Top of RECORD SET

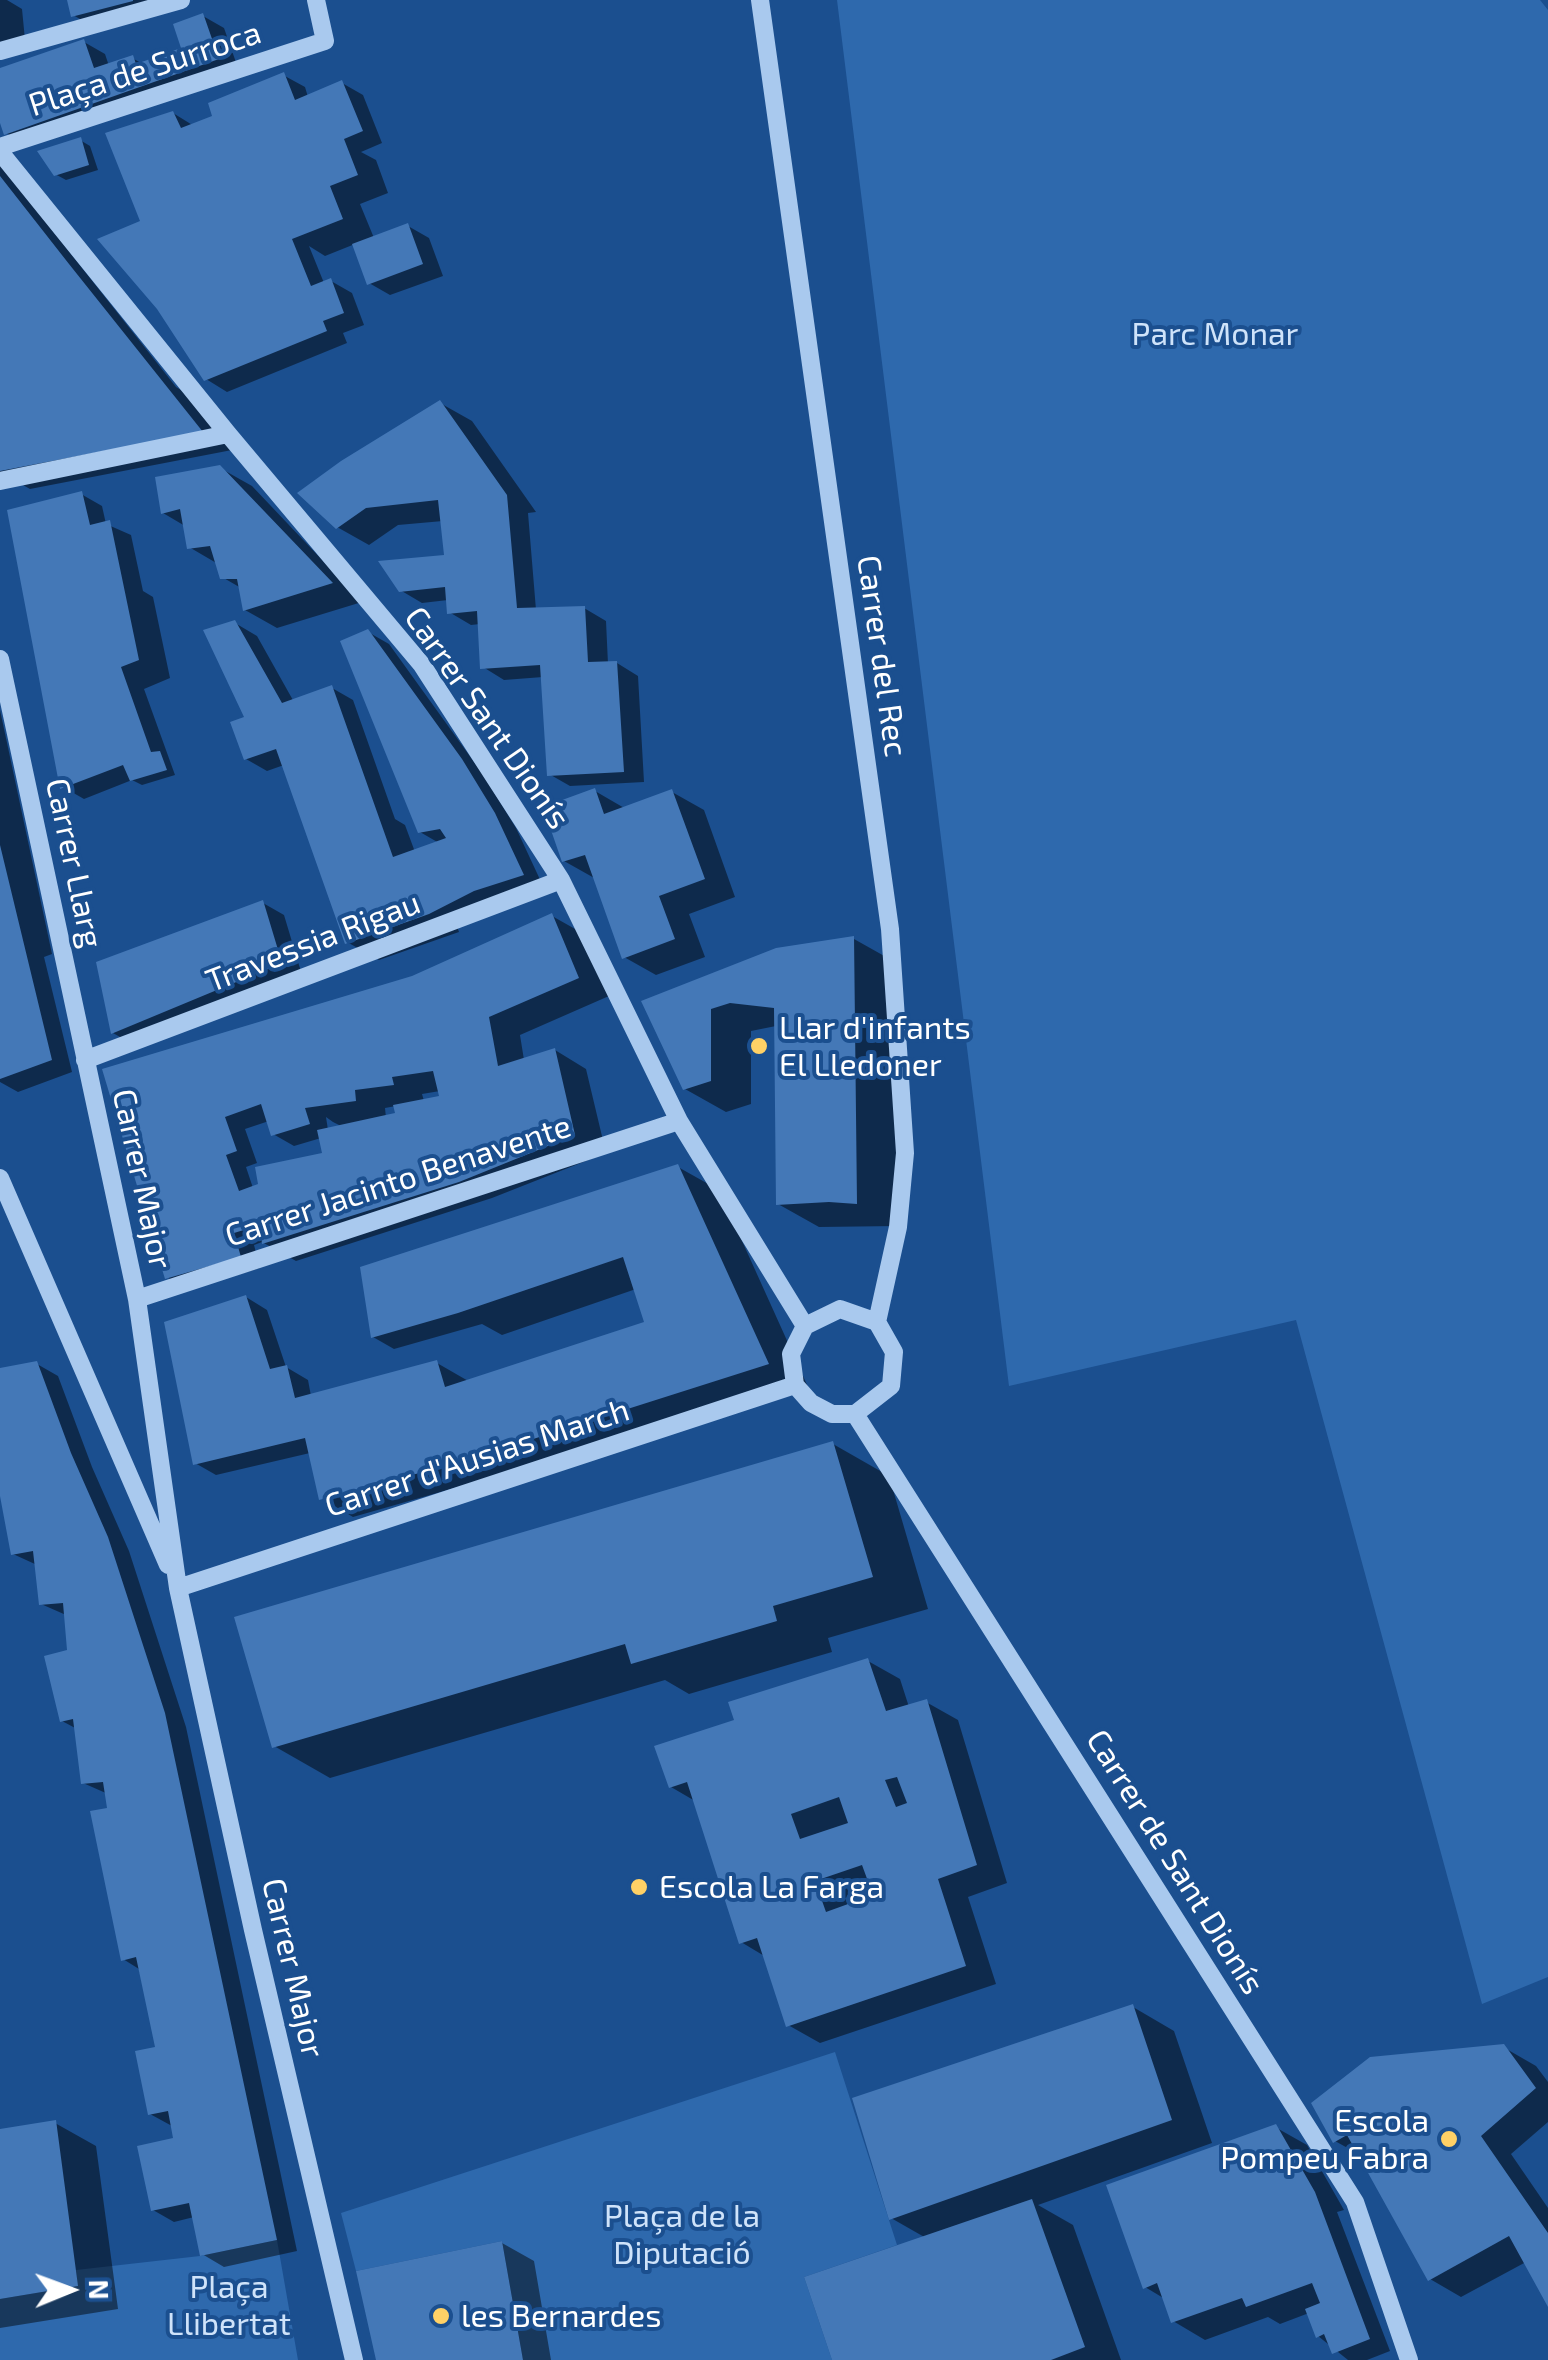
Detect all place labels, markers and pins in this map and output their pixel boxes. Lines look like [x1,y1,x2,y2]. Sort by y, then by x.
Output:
place label: Llar d'infants El Lledoner [779,1009,971,1084]
marker: Llar d'infants El Lledoner [748,1035,770,1057]
place label: Escola La Farga [659,1868,884,1906]
marker: Escola La Farga [628,1876,650,1898]
place label: Escola Pompeu Fabra [1220,2102,1429,2177]
marker: Escola Pompeu Fabra [1438,2128,1460,2150]
place label: les Bernardes [461,2297,661,2335]
marker: les Bernardes [430,2305,452,2327]

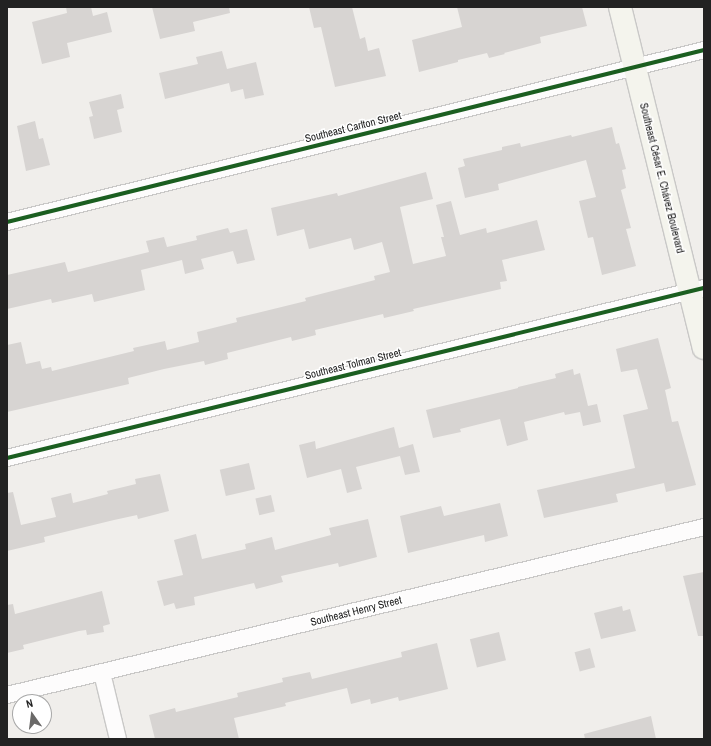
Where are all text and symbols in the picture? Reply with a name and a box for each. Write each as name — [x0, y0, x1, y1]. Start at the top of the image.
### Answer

Bottom of RECORD SET

**WORK ITEM:**
Line by line, retype the records above exactly, minus the images.

**RESPONSE TO THIS EXERCISE:**
Detect all place labels, markers and pins in this map and output their pixel boxes. Lines look like [x1,y1,x2,y2]. Sort by y, then by x.
Output:
place label: Llar d'infants El Lledoner [779,1009,971,1084]
marker: Llar d'infants El Lledoner [748,1035,770,1057]
place label: Escola La Farga [659,1868,884,1906]
marker: Escola La Farga [628,1876,650,1898]
place label: Escola Pompeu Fabra [1220,2102,1429,2177]
marker: Escola Pompeu Fabra [1438,2128,1460,2150]
place label: les Bernardes [461,2297,661,2335]
marker: les Bernardes [430,2305,452,2327]

Where are all text and symbols in the picture? Reply with a name and a box for each. Write each as name — [x0, y0, x1, y1]. Start at the top of the image.
### Answer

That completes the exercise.